Bits per byte (bpb): bpb = -log_prob / byte_length * ln(2)
Log probability (logprob): raw log probability of the correct answer.
Choice log probability (choice_logprob): log_prob_correct - log(sum(exp(log_prob_i)))
Length-normalized choice probability (choice_prob_norm): exp(log_prob_correct / (byte_length_correct * ln(2))) / sum(exp(log_prob_i / (byte_length_i * ln(2))))

Generation-based evaluation¶

Generation tasks (for example AlpacaEval, HumanEval, GSM8K, and MATH) use a fast inference backend, typically vLLM.

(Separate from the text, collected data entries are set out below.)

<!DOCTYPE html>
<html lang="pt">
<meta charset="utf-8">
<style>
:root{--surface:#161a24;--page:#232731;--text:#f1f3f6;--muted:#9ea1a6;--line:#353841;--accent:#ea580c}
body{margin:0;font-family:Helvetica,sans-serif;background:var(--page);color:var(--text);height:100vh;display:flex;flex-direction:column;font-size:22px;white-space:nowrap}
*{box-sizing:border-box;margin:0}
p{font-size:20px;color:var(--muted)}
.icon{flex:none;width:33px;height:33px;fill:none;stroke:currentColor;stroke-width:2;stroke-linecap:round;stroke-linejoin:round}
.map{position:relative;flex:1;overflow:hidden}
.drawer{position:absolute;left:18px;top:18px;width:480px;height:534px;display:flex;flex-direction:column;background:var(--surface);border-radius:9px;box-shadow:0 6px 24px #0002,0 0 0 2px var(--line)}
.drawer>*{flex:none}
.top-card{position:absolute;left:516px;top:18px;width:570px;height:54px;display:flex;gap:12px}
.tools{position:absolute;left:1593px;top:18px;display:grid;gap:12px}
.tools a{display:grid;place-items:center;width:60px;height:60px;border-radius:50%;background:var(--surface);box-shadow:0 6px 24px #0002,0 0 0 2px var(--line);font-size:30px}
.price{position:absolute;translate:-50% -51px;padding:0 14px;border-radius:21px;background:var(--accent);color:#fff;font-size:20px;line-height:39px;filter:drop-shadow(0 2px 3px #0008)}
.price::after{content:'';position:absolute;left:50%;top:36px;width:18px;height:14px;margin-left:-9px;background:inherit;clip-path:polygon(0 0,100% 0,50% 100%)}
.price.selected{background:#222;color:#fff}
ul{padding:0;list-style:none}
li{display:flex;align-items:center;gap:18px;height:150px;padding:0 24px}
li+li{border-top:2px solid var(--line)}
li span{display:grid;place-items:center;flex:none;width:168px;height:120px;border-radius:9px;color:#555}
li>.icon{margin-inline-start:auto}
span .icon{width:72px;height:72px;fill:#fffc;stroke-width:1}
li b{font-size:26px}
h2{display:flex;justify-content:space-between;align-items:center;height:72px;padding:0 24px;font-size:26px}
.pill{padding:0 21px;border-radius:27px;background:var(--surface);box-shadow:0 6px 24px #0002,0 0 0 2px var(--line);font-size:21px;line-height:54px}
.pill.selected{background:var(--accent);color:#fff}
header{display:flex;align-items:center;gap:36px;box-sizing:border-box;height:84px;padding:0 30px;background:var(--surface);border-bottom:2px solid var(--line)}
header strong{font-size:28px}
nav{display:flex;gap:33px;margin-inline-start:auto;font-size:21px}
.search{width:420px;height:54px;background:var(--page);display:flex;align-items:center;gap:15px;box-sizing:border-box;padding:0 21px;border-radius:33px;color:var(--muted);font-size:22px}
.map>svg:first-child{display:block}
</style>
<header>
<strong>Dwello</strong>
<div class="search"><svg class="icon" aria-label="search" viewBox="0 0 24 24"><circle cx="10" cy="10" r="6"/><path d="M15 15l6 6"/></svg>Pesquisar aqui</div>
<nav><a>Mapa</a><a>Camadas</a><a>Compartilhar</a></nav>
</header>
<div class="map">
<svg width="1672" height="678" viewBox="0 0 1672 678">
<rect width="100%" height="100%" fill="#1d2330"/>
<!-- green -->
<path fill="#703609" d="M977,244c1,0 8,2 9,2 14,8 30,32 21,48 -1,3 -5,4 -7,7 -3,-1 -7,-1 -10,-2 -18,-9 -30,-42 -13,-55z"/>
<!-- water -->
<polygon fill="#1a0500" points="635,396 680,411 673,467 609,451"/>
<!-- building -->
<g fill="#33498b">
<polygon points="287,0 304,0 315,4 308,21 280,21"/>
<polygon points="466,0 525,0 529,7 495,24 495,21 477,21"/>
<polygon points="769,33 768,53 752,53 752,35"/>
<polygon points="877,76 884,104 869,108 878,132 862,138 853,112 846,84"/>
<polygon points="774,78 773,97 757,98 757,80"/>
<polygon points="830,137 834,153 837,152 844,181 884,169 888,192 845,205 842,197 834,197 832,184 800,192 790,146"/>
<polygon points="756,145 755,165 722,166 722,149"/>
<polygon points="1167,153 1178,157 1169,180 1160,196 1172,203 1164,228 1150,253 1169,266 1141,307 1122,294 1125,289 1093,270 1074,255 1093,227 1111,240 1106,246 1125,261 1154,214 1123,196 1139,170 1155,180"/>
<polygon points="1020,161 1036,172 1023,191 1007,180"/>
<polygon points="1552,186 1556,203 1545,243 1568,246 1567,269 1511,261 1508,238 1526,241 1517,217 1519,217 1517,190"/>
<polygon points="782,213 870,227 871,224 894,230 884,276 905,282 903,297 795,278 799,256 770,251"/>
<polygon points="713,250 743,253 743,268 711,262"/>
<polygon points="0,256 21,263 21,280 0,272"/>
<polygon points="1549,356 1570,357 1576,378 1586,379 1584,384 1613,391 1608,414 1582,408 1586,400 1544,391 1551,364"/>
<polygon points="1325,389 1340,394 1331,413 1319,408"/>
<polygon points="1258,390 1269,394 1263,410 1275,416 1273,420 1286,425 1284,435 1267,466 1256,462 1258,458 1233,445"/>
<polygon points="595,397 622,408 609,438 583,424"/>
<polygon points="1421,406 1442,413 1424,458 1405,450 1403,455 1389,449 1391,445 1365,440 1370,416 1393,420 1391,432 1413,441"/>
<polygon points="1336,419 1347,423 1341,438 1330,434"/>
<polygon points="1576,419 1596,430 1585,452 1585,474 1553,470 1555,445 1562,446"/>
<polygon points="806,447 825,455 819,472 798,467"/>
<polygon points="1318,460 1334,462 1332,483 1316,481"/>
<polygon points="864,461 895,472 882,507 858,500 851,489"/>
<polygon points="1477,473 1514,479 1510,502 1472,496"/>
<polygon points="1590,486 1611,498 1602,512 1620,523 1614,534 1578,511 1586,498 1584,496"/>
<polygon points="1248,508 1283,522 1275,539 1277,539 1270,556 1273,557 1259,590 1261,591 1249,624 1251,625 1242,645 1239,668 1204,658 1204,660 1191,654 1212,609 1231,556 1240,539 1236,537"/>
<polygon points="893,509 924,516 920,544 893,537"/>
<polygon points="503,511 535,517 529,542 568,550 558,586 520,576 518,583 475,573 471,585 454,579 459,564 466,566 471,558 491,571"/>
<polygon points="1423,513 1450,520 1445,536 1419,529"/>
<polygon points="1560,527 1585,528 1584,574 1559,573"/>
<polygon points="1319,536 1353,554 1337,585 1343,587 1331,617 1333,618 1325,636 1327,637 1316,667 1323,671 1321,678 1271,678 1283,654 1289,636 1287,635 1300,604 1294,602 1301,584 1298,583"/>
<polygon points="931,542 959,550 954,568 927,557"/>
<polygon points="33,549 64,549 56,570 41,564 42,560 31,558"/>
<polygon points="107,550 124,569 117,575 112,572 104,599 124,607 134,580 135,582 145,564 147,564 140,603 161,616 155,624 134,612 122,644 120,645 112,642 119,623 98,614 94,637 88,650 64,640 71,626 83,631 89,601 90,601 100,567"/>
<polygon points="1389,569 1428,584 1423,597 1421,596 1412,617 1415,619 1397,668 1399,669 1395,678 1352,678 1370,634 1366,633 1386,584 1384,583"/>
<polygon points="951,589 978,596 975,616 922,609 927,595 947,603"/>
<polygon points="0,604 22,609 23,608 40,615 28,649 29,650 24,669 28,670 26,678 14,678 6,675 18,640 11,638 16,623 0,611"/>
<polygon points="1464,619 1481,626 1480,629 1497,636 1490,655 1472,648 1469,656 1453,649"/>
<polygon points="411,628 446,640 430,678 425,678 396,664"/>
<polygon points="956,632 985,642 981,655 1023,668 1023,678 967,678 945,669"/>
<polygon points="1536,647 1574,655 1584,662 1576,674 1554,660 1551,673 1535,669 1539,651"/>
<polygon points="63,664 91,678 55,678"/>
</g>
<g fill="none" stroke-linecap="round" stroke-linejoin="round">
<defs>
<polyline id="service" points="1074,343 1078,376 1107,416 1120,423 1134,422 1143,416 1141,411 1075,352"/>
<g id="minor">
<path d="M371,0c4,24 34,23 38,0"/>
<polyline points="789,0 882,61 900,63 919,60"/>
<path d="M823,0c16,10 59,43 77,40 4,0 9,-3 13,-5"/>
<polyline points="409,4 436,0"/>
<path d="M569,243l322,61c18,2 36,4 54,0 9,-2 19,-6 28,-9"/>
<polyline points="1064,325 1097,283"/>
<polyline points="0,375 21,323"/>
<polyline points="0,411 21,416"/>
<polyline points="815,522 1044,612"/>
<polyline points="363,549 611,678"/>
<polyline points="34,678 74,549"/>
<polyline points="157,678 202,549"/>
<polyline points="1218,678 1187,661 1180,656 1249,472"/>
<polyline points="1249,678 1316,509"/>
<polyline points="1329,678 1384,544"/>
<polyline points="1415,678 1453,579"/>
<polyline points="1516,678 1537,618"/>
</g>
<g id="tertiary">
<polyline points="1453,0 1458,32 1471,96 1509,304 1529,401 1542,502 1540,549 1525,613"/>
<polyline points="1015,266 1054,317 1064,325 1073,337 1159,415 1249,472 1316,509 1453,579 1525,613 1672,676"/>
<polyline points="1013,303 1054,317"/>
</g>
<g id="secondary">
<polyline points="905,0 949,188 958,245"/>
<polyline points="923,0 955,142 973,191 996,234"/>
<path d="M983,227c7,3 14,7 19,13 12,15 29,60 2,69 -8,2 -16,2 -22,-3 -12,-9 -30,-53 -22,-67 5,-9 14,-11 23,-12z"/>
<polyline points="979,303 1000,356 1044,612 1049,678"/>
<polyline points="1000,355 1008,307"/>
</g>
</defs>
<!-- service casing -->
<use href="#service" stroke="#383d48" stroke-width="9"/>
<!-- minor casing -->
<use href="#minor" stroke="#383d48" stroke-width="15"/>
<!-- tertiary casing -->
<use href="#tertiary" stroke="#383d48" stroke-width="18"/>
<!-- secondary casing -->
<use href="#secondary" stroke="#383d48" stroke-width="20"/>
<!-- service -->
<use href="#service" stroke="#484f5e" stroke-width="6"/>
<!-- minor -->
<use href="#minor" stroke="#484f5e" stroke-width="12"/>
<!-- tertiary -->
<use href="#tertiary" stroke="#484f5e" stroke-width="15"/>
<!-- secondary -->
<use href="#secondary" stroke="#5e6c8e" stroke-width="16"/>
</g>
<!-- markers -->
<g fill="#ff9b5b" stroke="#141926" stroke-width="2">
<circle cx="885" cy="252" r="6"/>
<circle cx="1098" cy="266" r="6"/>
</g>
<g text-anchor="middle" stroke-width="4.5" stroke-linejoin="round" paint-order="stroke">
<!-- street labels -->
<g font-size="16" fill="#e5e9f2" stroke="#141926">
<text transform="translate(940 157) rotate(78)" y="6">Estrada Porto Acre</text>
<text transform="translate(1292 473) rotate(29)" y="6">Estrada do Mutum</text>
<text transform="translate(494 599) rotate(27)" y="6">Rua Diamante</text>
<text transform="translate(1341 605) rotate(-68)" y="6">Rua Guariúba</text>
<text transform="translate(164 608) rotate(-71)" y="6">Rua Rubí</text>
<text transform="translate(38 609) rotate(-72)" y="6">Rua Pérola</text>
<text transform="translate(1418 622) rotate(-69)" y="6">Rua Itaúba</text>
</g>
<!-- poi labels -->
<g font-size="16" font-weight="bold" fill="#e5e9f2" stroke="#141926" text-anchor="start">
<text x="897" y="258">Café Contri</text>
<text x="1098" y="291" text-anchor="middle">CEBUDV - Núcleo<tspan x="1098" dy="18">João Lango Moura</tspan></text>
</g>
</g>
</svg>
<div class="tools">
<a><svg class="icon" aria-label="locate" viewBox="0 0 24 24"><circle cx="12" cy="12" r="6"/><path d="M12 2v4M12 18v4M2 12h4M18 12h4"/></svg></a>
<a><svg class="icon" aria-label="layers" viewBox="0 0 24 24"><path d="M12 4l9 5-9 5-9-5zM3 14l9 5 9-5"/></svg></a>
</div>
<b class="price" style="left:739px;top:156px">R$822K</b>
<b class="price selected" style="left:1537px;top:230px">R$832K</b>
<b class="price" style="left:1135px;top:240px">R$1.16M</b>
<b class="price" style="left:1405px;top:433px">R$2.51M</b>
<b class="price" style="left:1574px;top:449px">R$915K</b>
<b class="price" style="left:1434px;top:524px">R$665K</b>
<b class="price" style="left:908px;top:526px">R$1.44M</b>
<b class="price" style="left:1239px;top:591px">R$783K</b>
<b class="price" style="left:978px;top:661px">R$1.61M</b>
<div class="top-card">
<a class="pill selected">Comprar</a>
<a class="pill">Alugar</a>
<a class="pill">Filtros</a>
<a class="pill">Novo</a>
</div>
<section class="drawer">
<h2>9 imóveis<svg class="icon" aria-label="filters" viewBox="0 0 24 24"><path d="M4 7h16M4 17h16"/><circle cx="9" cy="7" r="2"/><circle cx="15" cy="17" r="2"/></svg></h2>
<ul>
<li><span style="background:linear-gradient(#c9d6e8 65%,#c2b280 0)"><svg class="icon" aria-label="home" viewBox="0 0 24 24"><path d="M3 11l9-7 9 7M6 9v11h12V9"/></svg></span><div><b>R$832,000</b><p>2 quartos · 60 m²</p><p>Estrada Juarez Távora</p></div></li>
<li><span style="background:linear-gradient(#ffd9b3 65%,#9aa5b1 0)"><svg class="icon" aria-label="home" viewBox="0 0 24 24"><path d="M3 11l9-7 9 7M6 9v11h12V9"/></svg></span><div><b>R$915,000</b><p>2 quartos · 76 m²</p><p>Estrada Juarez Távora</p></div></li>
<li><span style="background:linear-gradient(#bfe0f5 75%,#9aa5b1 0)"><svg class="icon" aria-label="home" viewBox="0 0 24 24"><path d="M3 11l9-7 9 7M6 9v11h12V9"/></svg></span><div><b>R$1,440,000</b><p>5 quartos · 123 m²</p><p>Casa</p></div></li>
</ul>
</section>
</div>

Task and suite definitions are in task_configs.py.
A common entrypoint is run_key_evals.py.
Current generation-eval setup is documented in Running Evaluations with Marin.

In current Marin workflows, generation evals are commonly run with Dockerfile.vllm or as dedicated vLLM jobs submitted through Iris.

Harbor-based evaluation¶

Harbor tasks use evaluate_harbor and the Harbor evaluator integration to run registry datasets in containerized environments.

Harbor supports agent-style benchmarks such as AIME, Terminal-Bench, SWE-bench Verified, and other registry datasets.
Marin's Harbor integration supports local Docker and hosted environments such as Daytona, E2B, and Modal.
Setup, examples, and environment requirements are documented in Harbor Framework Integration.